Forum Moderators: open
The world's largest collection of words is now available to the public, for free, through a new Google online database that opens a door to the evolving landscape of language.
The potential of this searchable library is unveiled in today's issue of the journal Science, where a Harvard University-Google team shows how word usage has waxed and waned over the past two centuries. Their study yields cultural insights as diverse as the spread of innovation, the effects of youth and profession on fame, and even trends in censorship.
The Google Books "Ngram Viewer" and the downloadable raw data set (ngrams.googlelabs.com) achieve what mere mortals can't: analysis of 500 billion words from 5 million books published over the past four centuries, part of Google's ambitious book-scanning project....
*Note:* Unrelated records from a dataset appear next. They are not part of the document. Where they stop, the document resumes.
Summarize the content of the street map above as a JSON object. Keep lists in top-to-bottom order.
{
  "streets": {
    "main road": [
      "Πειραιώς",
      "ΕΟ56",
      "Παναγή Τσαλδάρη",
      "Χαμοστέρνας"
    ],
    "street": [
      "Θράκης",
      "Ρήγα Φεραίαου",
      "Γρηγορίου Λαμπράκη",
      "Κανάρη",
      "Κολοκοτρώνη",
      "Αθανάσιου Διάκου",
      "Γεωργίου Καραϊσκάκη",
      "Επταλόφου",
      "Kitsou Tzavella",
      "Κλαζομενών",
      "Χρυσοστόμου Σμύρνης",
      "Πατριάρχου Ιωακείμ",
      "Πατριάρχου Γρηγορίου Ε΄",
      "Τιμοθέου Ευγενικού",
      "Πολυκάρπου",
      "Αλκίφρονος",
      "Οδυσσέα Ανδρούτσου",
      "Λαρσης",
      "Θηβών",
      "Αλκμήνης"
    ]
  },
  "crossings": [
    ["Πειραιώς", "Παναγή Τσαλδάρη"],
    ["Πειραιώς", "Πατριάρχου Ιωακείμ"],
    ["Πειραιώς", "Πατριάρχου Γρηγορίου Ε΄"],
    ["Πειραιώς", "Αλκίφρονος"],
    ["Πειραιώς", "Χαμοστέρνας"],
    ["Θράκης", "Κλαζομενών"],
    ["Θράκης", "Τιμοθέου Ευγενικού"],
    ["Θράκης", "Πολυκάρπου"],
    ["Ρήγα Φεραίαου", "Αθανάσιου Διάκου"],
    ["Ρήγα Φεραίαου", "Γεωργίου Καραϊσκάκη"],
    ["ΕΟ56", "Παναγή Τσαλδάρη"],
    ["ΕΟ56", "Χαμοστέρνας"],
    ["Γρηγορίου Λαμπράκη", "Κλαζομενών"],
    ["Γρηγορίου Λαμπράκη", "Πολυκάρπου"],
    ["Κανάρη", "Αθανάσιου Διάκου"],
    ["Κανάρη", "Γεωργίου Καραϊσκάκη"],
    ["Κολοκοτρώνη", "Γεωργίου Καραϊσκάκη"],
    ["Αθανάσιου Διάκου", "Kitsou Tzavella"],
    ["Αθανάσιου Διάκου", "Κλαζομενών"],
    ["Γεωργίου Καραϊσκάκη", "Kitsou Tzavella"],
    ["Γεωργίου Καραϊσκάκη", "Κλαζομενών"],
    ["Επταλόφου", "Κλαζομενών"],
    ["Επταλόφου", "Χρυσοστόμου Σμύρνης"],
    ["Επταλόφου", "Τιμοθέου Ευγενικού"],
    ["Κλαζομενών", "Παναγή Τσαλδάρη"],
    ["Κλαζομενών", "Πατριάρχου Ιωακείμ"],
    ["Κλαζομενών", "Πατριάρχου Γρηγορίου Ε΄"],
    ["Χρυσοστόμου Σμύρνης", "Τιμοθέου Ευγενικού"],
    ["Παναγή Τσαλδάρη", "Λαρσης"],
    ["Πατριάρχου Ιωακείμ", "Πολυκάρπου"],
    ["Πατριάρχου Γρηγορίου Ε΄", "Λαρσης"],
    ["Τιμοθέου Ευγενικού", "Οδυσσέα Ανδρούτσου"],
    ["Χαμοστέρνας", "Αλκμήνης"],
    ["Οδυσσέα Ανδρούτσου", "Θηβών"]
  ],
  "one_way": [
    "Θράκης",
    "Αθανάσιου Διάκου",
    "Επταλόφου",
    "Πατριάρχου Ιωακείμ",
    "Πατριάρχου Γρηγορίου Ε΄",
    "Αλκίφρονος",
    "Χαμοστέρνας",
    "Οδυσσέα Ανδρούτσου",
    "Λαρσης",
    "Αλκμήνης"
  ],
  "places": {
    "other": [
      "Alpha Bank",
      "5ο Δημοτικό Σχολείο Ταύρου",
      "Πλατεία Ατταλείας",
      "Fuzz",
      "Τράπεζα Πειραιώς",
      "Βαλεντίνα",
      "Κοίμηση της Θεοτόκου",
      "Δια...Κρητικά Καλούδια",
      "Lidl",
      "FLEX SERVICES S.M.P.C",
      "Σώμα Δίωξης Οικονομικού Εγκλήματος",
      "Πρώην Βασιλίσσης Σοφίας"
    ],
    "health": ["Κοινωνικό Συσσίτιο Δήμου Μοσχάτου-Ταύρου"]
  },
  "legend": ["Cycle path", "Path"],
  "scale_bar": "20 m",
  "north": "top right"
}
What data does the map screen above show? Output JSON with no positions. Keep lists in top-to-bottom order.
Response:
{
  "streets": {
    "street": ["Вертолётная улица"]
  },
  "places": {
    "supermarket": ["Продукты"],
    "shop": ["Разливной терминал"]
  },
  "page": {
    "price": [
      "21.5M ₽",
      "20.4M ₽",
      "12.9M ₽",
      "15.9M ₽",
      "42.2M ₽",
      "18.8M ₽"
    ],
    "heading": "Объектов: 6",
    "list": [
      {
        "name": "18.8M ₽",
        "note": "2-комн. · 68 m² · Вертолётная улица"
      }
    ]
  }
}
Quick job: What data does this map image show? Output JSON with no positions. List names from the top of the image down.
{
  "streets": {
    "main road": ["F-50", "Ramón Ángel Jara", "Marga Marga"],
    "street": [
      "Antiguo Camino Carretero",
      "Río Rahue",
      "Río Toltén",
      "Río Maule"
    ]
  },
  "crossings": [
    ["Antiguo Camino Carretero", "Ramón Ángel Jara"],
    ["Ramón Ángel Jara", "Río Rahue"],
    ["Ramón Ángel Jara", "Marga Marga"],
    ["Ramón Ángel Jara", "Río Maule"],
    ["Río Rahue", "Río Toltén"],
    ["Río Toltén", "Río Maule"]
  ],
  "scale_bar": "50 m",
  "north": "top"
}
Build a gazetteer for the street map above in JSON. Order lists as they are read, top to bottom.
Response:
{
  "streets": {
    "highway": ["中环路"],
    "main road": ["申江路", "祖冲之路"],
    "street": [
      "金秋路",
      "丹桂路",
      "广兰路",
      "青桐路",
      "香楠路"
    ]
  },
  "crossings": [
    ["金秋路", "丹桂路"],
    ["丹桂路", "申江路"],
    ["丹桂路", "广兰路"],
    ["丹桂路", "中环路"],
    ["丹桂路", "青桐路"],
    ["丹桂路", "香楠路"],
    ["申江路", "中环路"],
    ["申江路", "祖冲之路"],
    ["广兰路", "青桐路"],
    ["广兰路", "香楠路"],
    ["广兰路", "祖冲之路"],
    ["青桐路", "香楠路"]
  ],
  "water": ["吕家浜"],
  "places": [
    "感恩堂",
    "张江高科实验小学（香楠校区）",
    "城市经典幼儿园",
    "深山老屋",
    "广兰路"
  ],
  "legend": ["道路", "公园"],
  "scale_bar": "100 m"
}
Scholars interested in topics such as philosophy, religion, politics, art and language have employed qualitative approaches such as literary and critical analysis with great success. As more of the world's literature becomes available online, it's increasingly possible to apply quantitative methods to complement that research. So today Will Brockman and I are happy to announce a new visualization tool called the Google Books Ngram Viewer, available on Google Labs. We’re also making the datasets backing the Ngram Viewer, produced by Matthew Gray and intern Yuan K. Shen, freely downloadable so that scholars will be able to create replicable experiments in the style of traditional scientific discovery....
The Cultural Observatory at Harvard is working to enable the quantitative study of human culture across societies and across centuries. We do this in three ways:
- Creating massive datasets relevant to human culture
- Using these datasets to power wholly new types of analysis
- Developing tools that enable researchers and the general public to query the data
I'm off to upset my broadband provider...
...and with older fonts, the OCR tends to be poor. As you go even further back and spellings get less consistent, the OCR tends to mangle words more often.
The long s fell out of use in roman and italic typefaces well before the middle of the 19th century; in France the change occurred from about 1780 onwards, in Britain in the decades around 1800, and some twenty years later in the United States. This may have been spurred by the fact that long s looks somewhat like an f (in both its roman and italic forms), whereas short s did not have this disadvantage, making it easier to identify, especially for people with problems of vision.
Even within Google Books, I think it has gotten noticeably better over the course of the project.